#### About this exercise
For the records below, give the number of lines containing the word "Joseph" and no other text.

====== The data

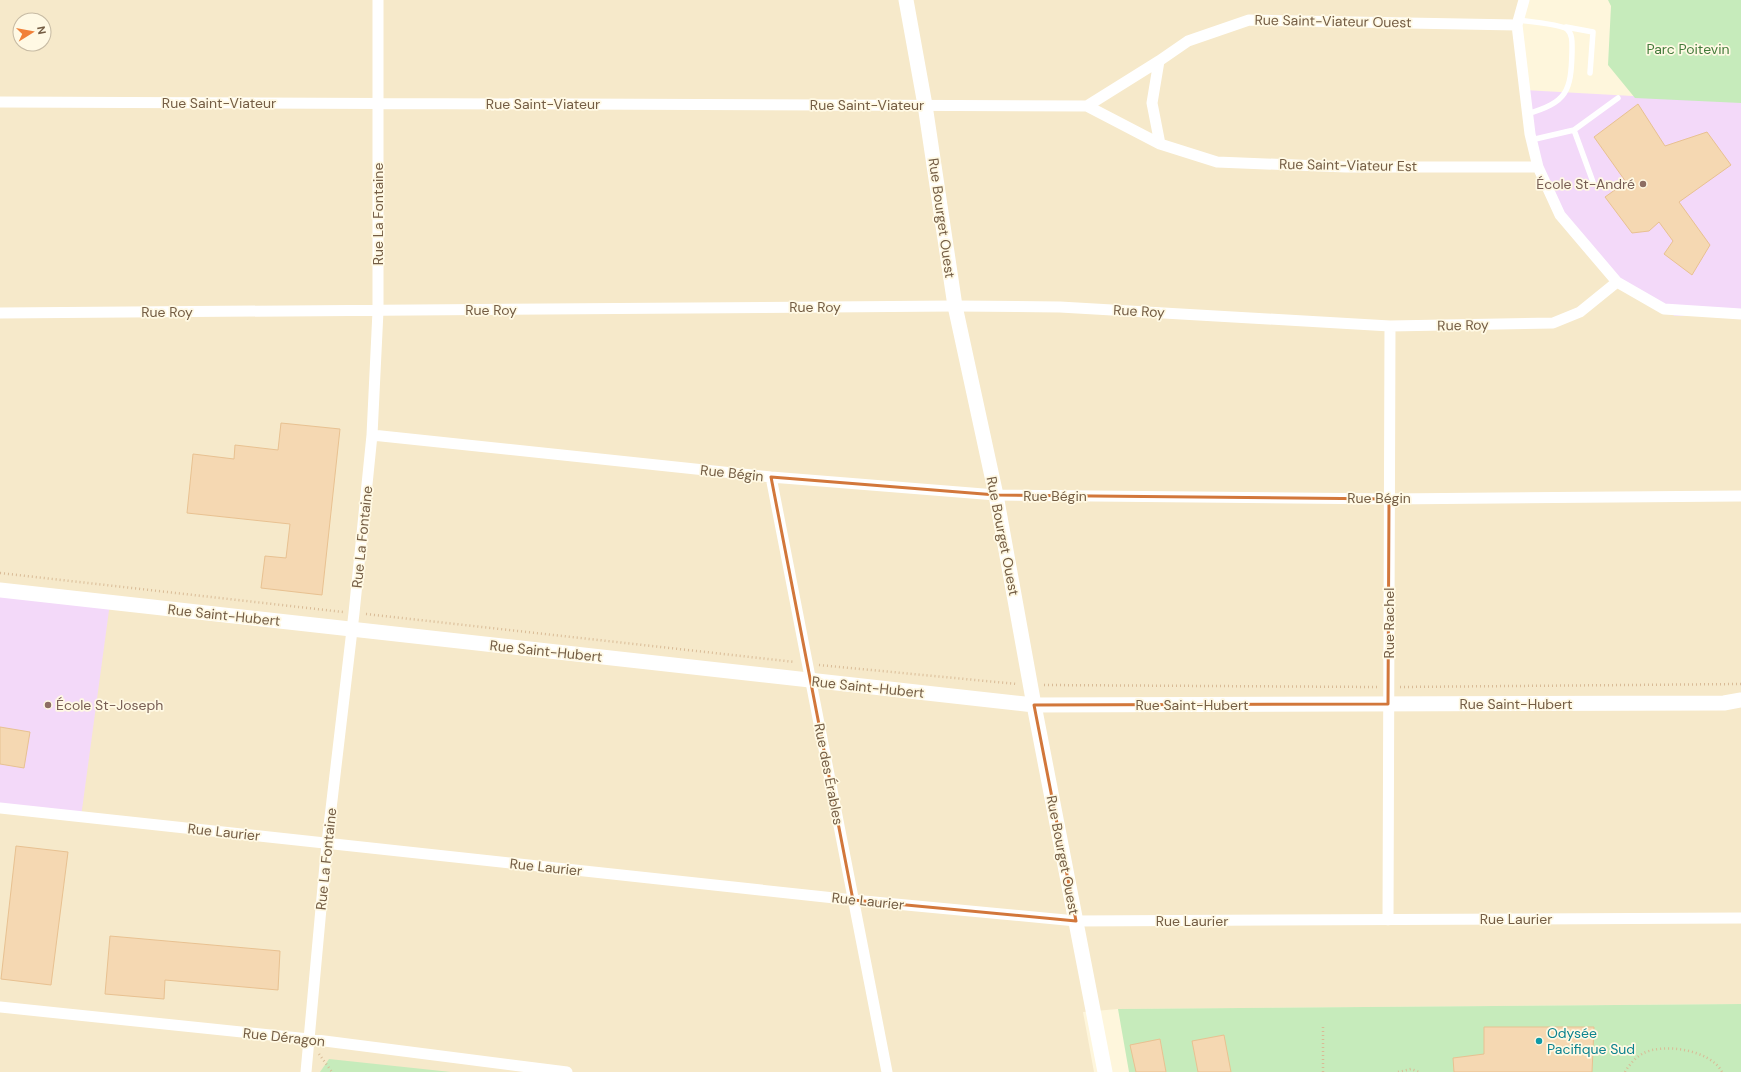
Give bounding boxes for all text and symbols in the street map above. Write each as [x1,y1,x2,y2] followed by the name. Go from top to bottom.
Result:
[1254,11,1412,31] street label: Rue Saint-Viateur Ouest
[12,12,52,52] north arrow
[34,25,49,35] text: N
[1646,40,1730,58] park label: Parc Poitevin
[162,94,276,112] street label: Rue Saint-Viateur
[486,95,600,113] street label: Rue Saint-Viateur
[810,96,924,114] street label: Rue Saint-Viateur
[1279,155,1417,175] street label: Rue Saint-Viateur Est
[925,157,959,279] street label: Rue Bourget Ouest
[369,163,387,265] street label: Rue La Fontaine
[1536,175,1635,193] place label: École St-André
[1638,179,1648,189] marker: École St-André
[789,298,841,316] street label: Rue Roy
[465,301,517,319] street label: Rue Roy
[1113,301,1165,321] street label: Rue Roy
[141,303,193,321] street label: Rue Roy
[1437,316,1489,334] street label: Rue Roy
[699,461,765,485] street label: Rue Bégin
[983,475,1023,597] street label: Rue Bourget Ouest
[348,485,376,589] street label: Rue La Fontaine
[1023,487,1087,505] street label: Rue Bégin
[1347,489,1411,507] street label: Rue Bégin
[1380,588,1398,658] street label: Rue Rachel
[167,600,281,630] street label: Rue Saint-Hubert
[489,636,603,666] street label: Rue Saint-Hubert
[811,672,925,702] street label: Rue Saint-Hubert
[1459,695,1573,713] street label: Rue Saint-Hubert
[56,696,163,714] place label: École St-Joseph
[1135,696,1249,714] street label: Rue Saint-Hubert
[43,700,53,710] marker: École St-Joseph
[810,722,848,826] street label: Rue des Érables
[1043,794,1083,916] street label: Rue Bourget Ouest
[312,807,340,911] street label: Rue La Fontaine
[187,819,261,845] street label: Rue Laurier
[509,854,583,880] street label: Rue Laurier
[831,888,905,914] street label: Rue Laurier
[1480,910,1552,928] street label: Rue Laurier
[1156,912,1228,930] street label: Rue Laurier
[242,1024,326,1050] street label: Rue Déragon
[1547,1024,1635,1058] place label: Odysée Pacifique Sud
[1534,1036,1544,1046] marker: Odysée Pacifique Sud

============

#### Answer to the problem
2